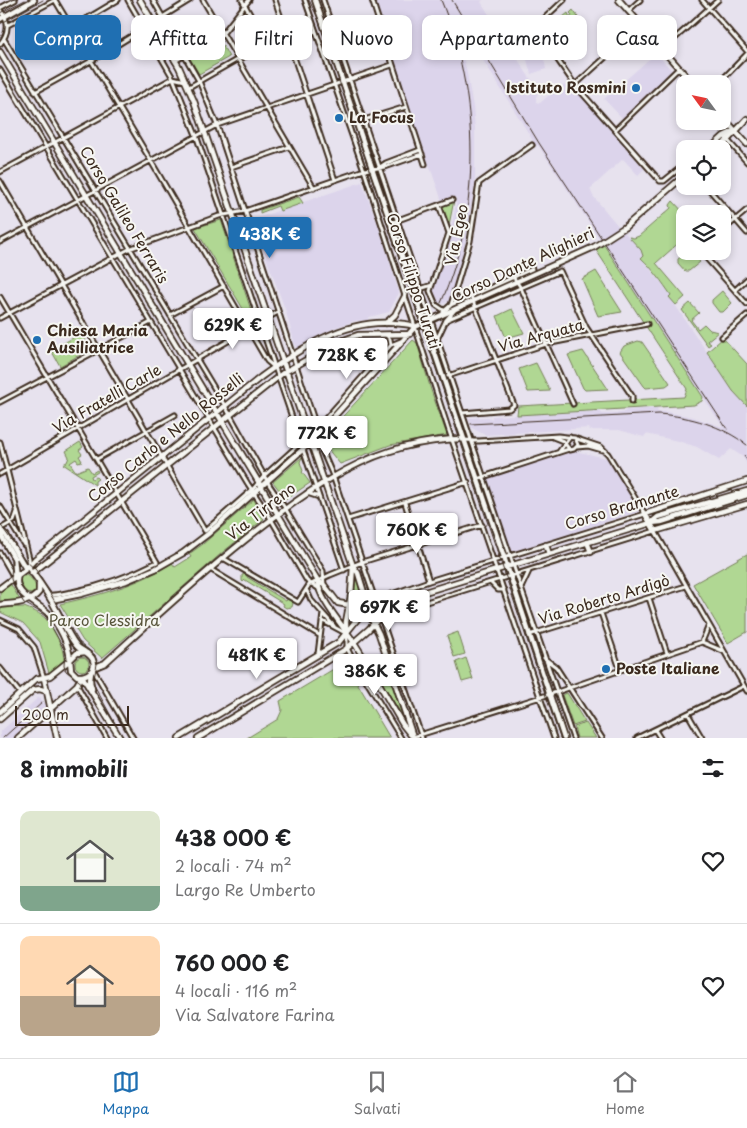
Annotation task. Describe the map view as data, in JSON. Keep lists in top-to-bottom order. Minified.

---

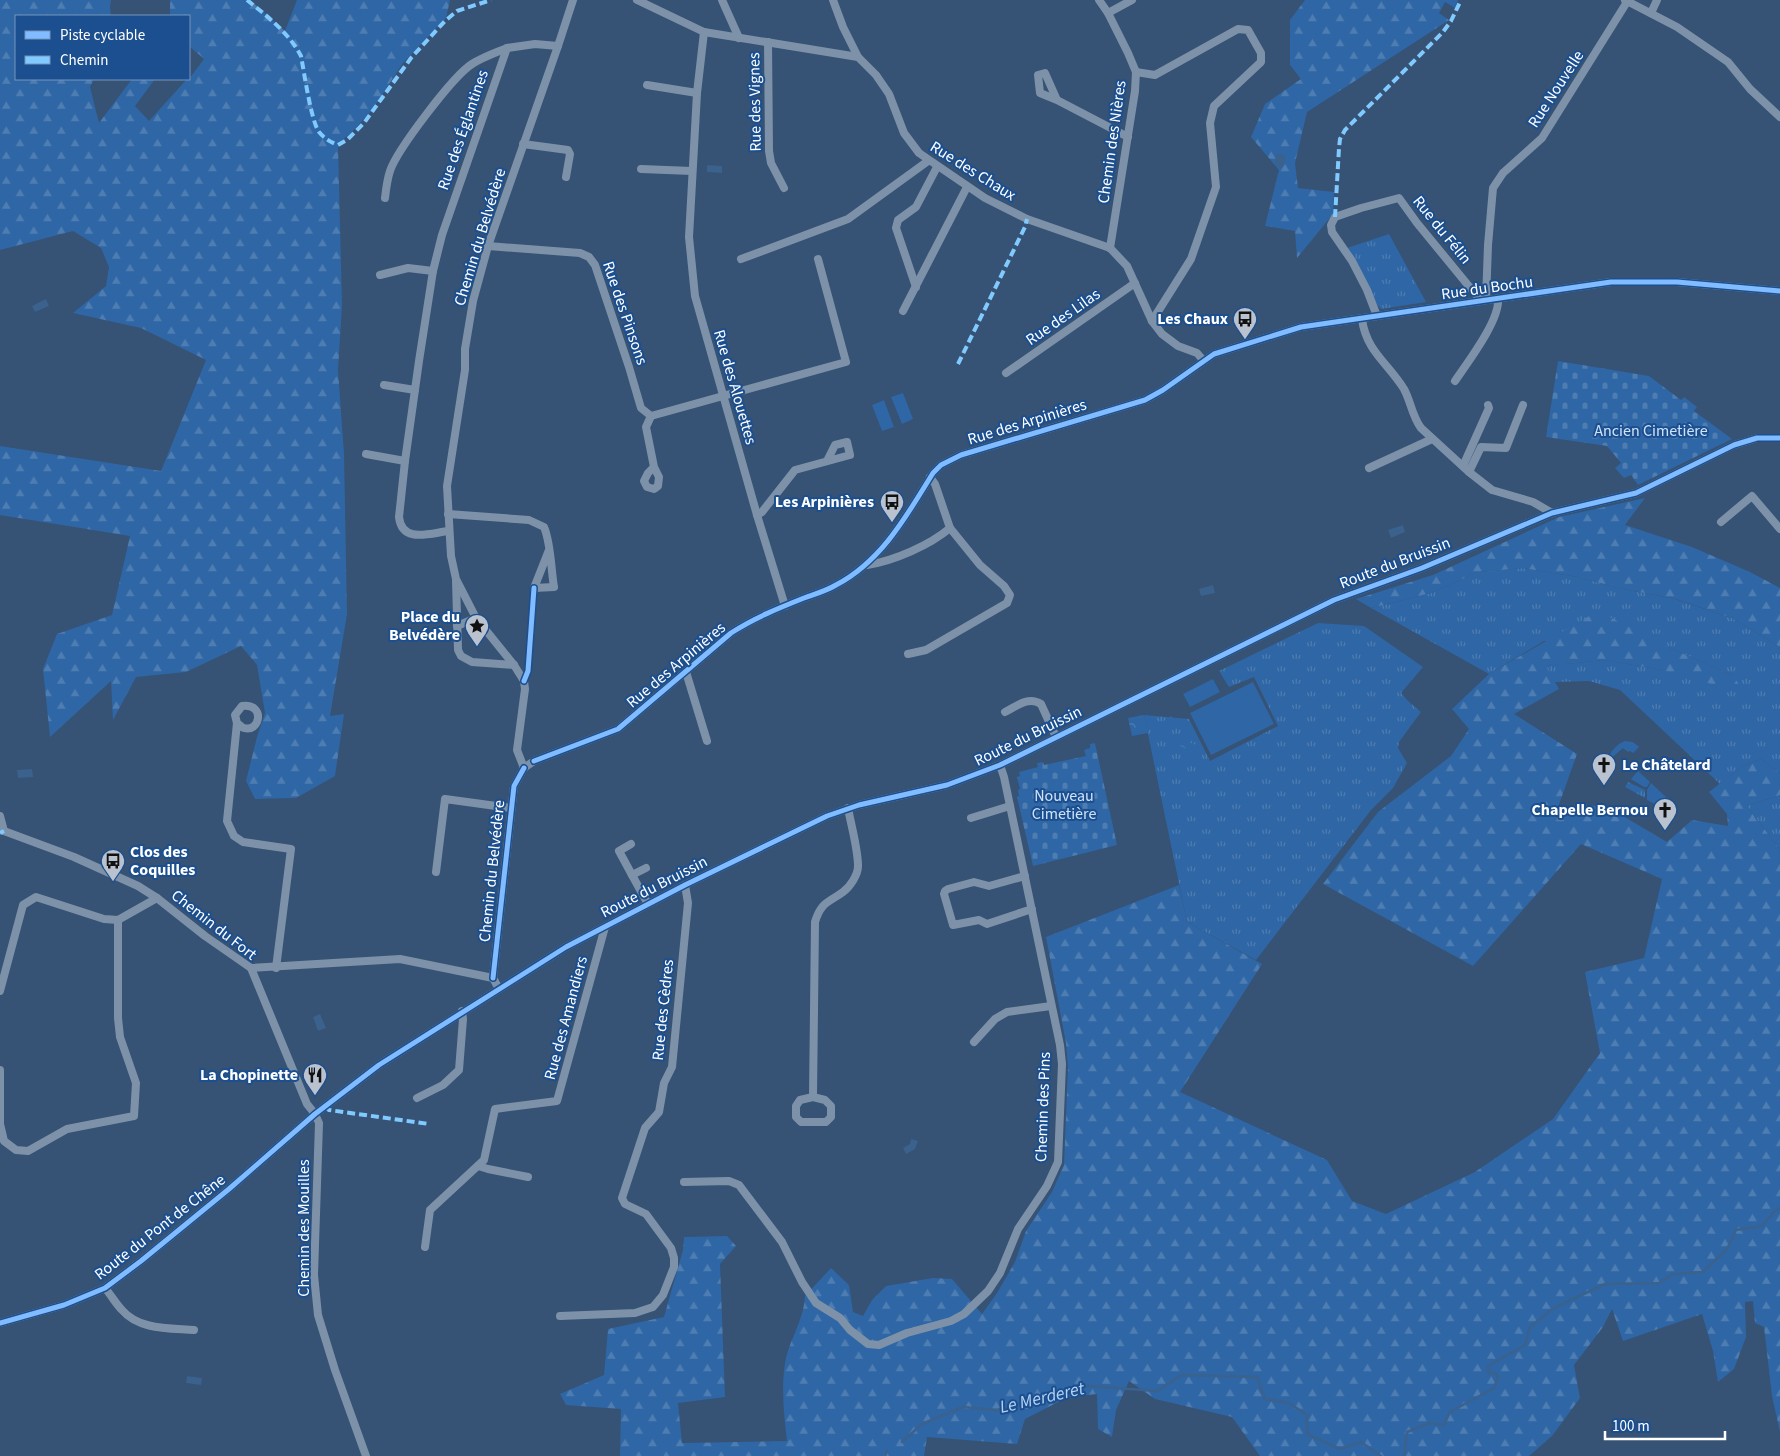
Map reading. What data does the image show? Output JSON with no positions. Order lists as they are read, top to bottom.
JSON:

...

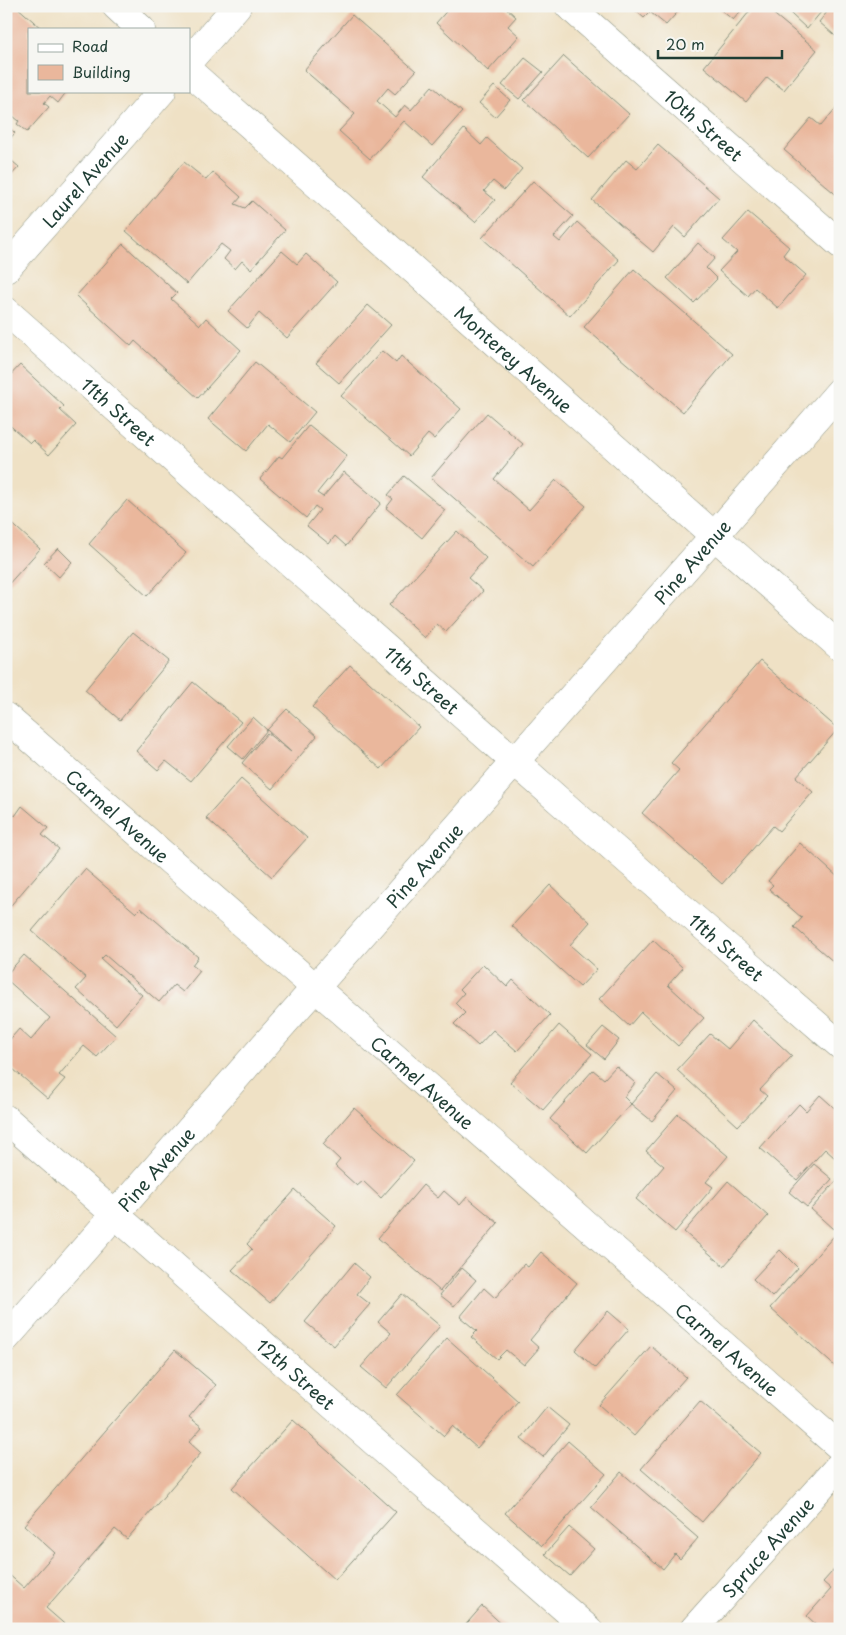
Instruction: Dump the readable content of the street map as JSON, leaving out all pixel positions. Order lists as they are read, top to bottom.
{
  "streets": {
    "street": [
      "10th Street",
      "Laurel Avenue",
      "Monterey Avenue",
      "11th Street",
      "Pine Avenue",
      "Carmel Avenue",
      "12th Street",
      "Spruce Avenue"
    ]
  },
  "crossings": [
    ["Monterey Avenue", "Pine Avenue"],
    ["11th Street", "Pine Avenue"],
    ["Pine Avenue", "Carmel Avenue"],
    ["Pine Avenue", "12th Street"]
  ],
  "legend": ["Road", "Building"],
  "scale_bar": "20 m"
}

AIM OF THE TASK: From the records above, return each line that includes "data".

REPLY TO THE EXERCISE:
Annotation task. Describe the map view as data, in JSON. Keep lists in top-to-bottom order. Minified.
Map reading. What data does the image show? Output JSON with no positions. Order lists as they are read, top to bottom.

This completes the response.